## THE TASK
In the entries below, find the line with "position:absolute; left:15px; top:535px;" and the line with "width:65px; height:65px; stroke-width:2.5". Return those two lines and all lines between them, exactly.

[Saved data entries]

-=-=-=-=-

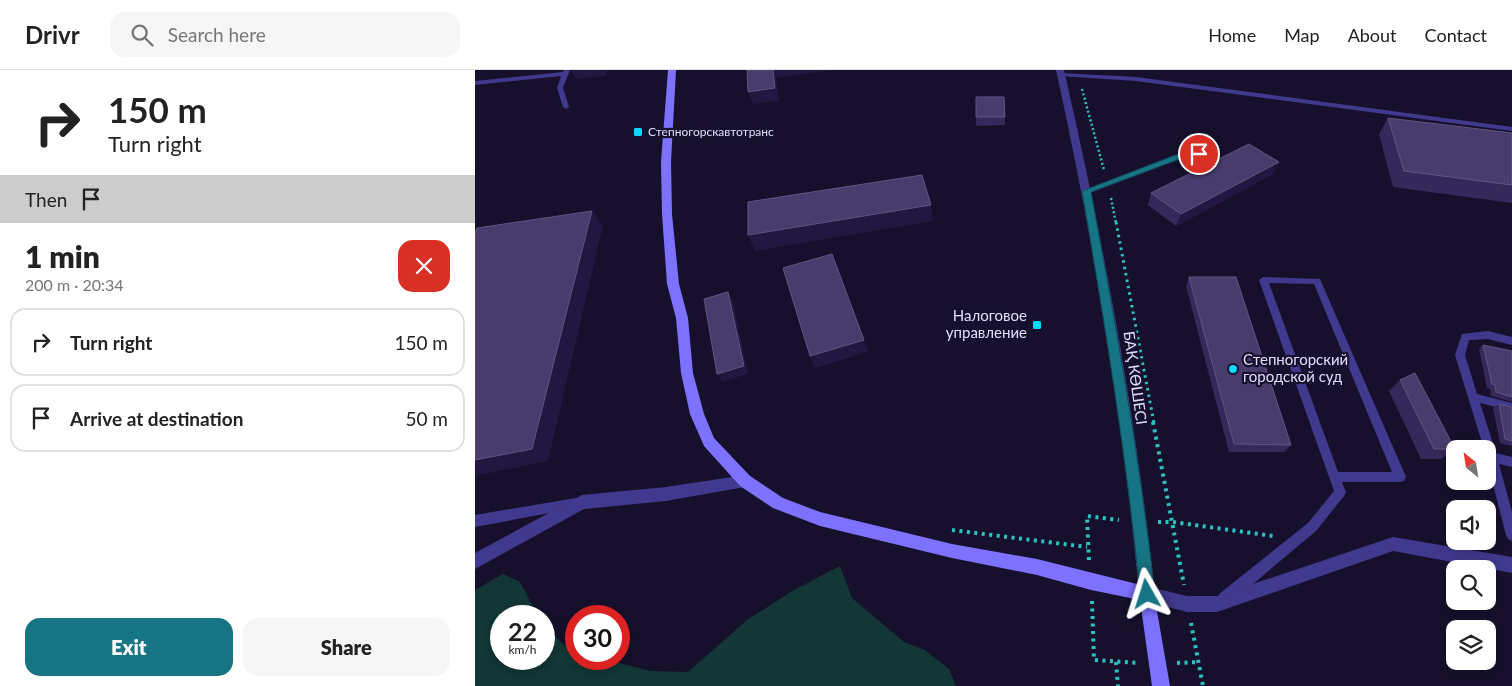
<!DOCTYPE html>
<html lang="en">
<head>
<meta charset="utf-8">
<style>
  :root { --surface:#fff; --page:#f6f6f6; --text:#222; --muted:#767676; --line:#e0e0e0; --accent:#167485 }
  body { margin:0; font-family:Lato,sans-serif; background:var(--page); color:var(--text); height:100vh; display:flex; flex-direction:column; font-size:19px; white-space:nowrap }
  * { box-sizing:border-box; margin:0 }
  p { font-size:16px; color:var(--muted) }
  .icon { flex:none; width:28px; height:28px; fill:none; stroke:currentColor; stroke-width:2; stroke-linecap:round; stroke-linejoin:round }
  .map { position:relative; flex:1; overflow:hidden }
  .sheet { display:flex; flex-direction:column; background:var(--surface); width:475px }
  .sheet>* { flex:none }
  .banner { background:#fff; color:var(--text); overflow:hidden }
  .needle { width:32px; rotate:330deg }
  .controls { position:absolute; left:971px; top:370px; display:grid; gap:10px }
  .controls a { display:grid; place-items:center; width:50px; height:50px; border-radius:10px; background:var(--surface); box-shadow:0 2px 8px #0003; font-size:25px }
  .speed { position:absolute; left:15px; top:535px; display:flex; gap:10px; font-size:25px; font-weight:700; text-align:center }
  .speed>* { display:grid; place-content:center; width:65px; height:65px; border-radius:50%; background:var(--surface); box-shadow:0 2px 8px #0003; line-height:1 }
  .speed small { font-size:12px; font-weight:400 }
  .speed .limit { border:8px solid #d22; background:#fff; color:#111 }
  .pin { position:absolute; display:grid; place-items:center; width:42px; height:42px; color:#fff; margin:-21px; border:2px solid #fff; border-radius:50%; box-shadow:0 1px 5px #0007 }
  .me { position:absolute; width:55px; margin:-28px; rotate:354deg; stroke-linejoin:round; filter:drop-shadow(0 0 4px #0008) }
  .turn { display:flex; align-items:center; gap:18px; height:105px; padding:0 25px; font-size:22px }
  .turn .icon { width:65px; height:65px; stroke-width:2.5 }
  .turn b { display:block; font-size:35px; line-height:42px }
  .then { display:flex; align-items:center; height:48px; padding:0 25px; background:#0003; gap:10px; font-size:19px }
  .round { display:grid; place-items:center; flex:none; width:52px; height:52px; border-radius:15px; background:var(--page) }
  .headline { display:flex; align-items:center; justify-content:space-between; height:85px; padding:0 25px }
  h1 { font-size:30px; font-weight:800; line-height:38px }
  .primary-button { display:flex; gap:10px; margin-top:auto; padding:10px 25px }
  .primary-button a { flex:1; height:58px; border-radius:15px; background:var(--accent); color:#fff; font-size:20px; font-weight:800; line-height:58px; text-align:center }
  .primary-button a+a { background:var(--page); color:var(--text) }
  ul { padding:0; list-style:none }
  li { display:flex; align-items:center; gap:15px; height:68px; margin:0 10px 8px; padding:0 15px; border:2px solid var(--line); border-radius:15px }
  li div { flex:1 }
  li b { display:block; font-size:19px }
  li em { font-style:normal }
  header { display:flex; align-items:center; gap:30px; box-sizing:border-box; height:70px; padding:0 25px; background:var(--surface); border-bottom:1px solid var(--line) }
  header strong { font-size:24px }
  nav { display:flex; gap:28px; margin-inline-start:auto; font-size:18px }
  .search { width:350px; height:45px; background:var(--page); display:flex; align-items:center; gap:12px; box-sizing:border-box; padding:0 18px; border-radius:15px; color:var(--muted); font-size:19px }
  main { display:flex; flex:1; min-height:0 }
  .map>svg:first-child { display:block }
</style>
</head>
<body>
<header>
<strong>Drivr</strong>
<div class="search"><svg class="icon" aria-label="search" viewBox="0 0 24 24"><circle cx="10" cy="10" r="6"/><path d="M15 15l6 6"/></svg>Search here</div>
<nav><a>Home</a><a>Map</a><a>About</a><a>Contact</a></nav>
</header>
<main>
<section class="sheet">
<div class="banner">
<div class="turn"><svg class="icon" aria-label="right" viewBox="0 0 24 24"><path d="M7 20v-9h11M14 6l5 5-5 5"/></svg><div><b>150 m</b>Turn right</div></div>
<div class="then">Then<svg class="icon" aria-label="arrive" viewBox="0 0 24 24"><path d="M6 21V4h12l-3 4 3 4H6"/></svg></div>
</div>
<div class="headline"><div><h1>1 min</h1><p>200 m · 20:34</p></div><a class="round" style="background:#d93025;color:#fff"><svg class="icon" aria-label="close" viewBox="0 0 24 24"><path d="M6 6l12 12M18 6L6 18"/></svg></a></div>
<ul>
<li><svg class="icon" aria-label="right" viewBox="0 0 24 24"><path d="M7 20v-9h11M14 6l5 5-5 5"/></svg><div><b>Turn right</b></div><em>150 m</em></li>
<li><svg class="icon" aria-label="arrive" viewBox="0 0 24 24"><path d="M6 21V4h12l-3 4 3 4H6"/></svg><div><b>Arrive at destination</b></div><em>50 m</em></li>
</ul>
<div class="primary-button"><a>Exit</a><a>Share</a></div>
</section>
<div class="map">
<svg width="1037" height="616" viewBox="0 0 1037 616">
  <rect width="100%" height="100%" fill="#16102c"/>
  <path fill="#133636" d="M 365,496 L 377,528 L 429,572 L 450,580 L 474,599 L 481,616 L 0,616 L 0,520 L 28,504 L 45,512 L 63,546 L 26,546 L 26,589 L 69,589 L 69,556 L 94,579 L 101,581 L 101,589 L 130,589 L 175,601 L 213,602 L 272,550 L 319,520 Z"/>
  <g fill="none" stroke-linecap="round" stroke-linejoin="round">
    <g stroke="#2cc3c2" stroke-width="2.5" stroke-dasharray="2 2.5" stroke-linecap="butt">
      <path d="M 607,19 L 629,100"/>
      <path d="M 636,128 L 641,153"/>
    </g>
    <path stroke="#2cc3c2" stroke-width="3" stroke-dasharray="2.5 4" stroke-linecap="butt" d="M 641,152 L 679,353"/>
    <g stroke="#2cc3c2" stroke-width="4" stroke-dasharray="3 4.5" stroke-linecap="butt">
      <path d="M 678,352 L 709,515"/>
      <path d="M 683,452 L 698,452 L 798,466"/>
      <path d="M 477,460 L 612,477"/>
      <path d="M 614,490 L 612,446 L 644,450"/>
      <path d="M 617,531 L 619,590 L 663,593"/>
      <path d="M 716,553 L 728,616"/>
      <path d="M 641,592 L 643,616"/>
      <path d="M 702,593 L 724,592"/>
    </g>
    <g fill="#41398d" fill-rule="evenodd">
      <path d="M 89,0 L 95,0 L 88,18 L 94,37 L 91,39 L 88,37 L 82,18 L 86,6 L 0,15 L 0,11 L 88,2 Z"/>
      <path d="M 586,3 L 661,7 L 1037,57 L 1037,61 L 661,11 L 584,6 L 583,5 Z"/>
      <path d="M 724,82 L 743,90 L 739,92 L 723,86 L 710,87 L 615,123 L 609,123 L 608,121 L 706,83 Z"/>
      <path d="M 788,207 L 845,209 L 931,407 L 929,411 L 925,412 L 867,412 L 871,422 L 869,426 L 841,461 L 754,534 L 749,535 L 744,534 L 743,529 L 744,524 L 833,453 L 859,421 L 784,210 ZM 794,213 L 839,214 L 917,402 L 863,402 Z"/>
      <path d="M 1013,261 L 1037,267 L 1037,275 L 1013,269 L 994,270 L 990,285 L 1002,324 L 1037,333 L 1037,341 L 1005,333 L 1021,383 L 1037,387 L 1037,397 L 1024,394 L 1037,442 L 1037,471 L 1033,469 L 1031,465 L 1012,391 L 1012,379 L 1009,379 L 980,285 L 987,264 Z"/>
      <path d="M 101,428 L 105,429 L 107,433 L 105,437 L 101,438 L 0,457 L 0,445 Z"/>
    </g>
    <g fill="#41398d" fill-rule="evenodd">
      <path d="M 581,0 L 589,0 C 628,170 661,344 679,518 L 712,526 L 742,526 L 918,467 L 1037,487 L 1037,503 L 918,481 L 742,542 L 712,542 L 666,530 L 664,524 C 648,348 619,173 581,0 Z"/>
      <path d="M 270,405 L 275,406 L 277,411 L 275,416 L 270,417 L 191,431 L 109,439 L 0,499 L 0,483 L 107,425 L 191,417 Z"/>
    </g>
    <path fill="#7d72ff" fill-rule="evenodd" d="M 193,0 L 201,0 L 196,92 L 197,144 L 204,214 L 213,248 L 218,303 L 229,344 L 239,368 L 275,406 L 308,428 L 345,442 L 477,474 L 562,489 L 678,518 L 695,616 L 677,616 L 665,530 L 616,520 L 562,505 L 477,488 L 345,456 L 298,438 L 265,416 L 229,376 L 215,344 L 206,303 L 201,248 L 192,214 L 187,144 L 186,92 Z"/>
  </g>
  <g fill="#35285a">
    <path d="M 501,47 L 530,47 L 530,55 L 501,56 Z"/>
    <path d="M 913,48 L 1037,63 L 1037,133 L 918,117 L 904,64 Z"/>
    <path d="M 798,104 L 701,156 L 673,135 L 676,123 Z"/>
    <path d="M 714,207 L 816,375 L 809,382 L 754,382 L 711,216 Z"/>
    <path d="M 1008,275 L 1037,281 L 1037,332 L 1016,326 L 1015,319 L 1012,318 L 1004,279 Z"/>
    <path d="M 925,310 L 980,379 L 966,389 L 946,389 L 914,321 Z"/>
    <path d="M 1024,334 L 1037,337 L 1037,376 L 1025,373 L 1018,338 Z"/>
  </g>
  <g fill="#211740">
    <path d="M 96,0 L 132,0 L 131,6 L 101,9 Z"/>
    <path d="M 298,0 L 358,0 L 301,8 L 304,31 L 278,34 L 273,22 Z"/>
    <path d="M 804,92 L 798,104 L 701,156 L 706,144 Z"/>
    <path d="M 456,135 L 458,151 L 280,181 L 273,165 Z"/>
    <path d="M 117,141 L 128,156 L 73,391 L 0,406 L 0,390 Z"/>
    <path d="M 253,222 L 258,231 L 273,304 L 247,312 L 242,304 Z"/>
    <path d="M 389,270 L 393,282 L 340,298 L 335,286 Z"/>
  </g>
  <g fill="#473c6c" stroke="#605583">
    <path d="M 272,0 L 298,0 L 300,18 L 273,22 Z"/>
    <path d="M 501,27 L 529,27 L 530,47 L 501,47 Z"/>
    <path d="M 913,48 L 1037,63 L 1037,115 L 929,101 Z"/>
    <path d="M 774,74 L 804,92 L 706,144 L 676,123 Z"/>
    <path d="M 447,105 L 456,135 L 273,165 L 273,132 Z"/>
    <path d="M 117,141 L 57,379 L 0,390 L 0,162 L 2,158 Z"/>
    <path d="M 357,184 L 389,270 L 335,286 L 308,198 Z"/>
    <path d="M 714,207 L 761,207 L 816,375 L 759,374 Z"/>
    <path d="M 253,222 L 269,296 L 242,304 L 229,229 Z"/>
    <path d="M 1008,275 L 1037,281 L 1037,327 L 1021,322 L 1020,315 L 1017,314 Z"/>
    <path d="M 940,303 L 980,379 L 959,379 L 925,310 Z"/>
    <path d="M 1024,334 L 1037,337 L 1037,371 L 1030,369 Z"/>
  </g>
  <path fill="#167485" stroke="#0e4b56" d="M 724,82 L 727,83 L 727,86 L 710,87 L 616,122 C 641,256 665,389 680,524 L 677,529 L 672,531 L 667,529 L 665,524 C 652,389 630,255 607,121 L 706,83 Z"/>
  <g fill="#07d9ff" stroke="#16102c" stroke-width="2">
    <rect x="158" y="57" width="10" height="10" rx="2.5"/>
    <rect x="557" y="250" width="10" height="10" rx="2.5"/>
    <circle cx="758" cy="299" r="5"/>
  </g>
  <g text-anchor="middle" stroke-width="4.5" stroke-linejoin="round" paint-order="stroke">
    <g font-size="12" fill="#e1dbff" stroke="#16102c" text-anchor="start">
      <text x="173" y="66">Степногорскавтотранс</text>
    </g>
    <g font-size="15" fill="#e1dbff" stroke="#16102c" text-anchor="end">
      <text x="552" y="251">Налоговое<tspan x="552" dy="17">управление</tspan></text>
      <text x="768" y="295" text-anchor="start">Степногорский<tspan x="768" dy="17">городской суд</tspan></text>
    </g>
    <g font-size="15" fill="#e1dbff" stroke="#16102c">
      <text transform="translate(660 308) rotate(82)" y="5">БАҚ КӨШЕСІ</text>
    </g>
  </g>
</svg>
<div class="controls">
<a><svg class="needle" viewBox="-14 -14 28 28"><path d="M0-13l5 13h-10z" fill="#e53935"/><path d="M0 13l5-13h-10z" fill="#767676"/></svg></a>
<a><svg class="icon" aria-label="sound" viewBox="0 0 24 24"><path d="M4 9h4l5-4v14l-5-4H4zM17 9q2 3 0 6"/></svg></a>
<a><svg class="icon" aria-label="search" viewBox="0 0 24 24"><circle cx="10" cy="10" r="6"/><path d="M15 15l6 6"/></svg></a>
<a><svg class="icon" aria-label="layers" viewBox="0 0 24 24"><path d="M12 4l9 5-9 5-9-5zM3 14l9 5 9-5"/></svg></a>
</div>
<div class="speed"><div>22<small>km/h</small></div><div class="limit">30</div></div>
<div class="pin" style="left:724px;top:84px;background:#d93025"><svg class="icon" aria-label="arrive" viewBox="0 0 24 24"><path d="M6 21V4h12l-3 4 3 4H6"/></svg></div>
<svg class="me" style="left:672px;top:524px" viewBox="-20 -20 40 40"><path d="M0-17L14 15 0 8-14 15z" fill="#167485" stroke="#fff" stroke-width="4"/></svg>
</div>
</main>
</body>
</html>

-=-=-=-=-

## SOLUTION TO THE EXERCISE
  .speed { position:absolute; left:15px; top:535px; display:flex; gap:10px; font-size:25px; font-weight:700; text-align:center }
  .speed>* { display:grid; place-content:center; width:65px; height:65px; border-radius:50%; background:var(--surface); box-shadow:0 2px 8px #0003; line-height:1 }
  .speed small { font-size:12px; font-weight:400 }
  .speed .limit { border:8px solid #d22; background:#fff; color:#111 }
  .pin { position:absolute; display:grid; place-items:center; width:42px; height:42px; color:#fff; margin:-21px; border:2px solid #fff; border-radius:50%; box-shadow:0 1px 5px #0007 }
  .me { position:absolute; width:55px; margin:-28px; rotate:354deg; stroke-linejoin:round; filter:drop-shadow(0 0 4px #0008) }
  .turn { display:flex; align-items:center; gap:18px; height:105px; padding:0 25px; font-size:22px }
  .turn .icon { width:65px; height:65px; stroke-width:2.5 }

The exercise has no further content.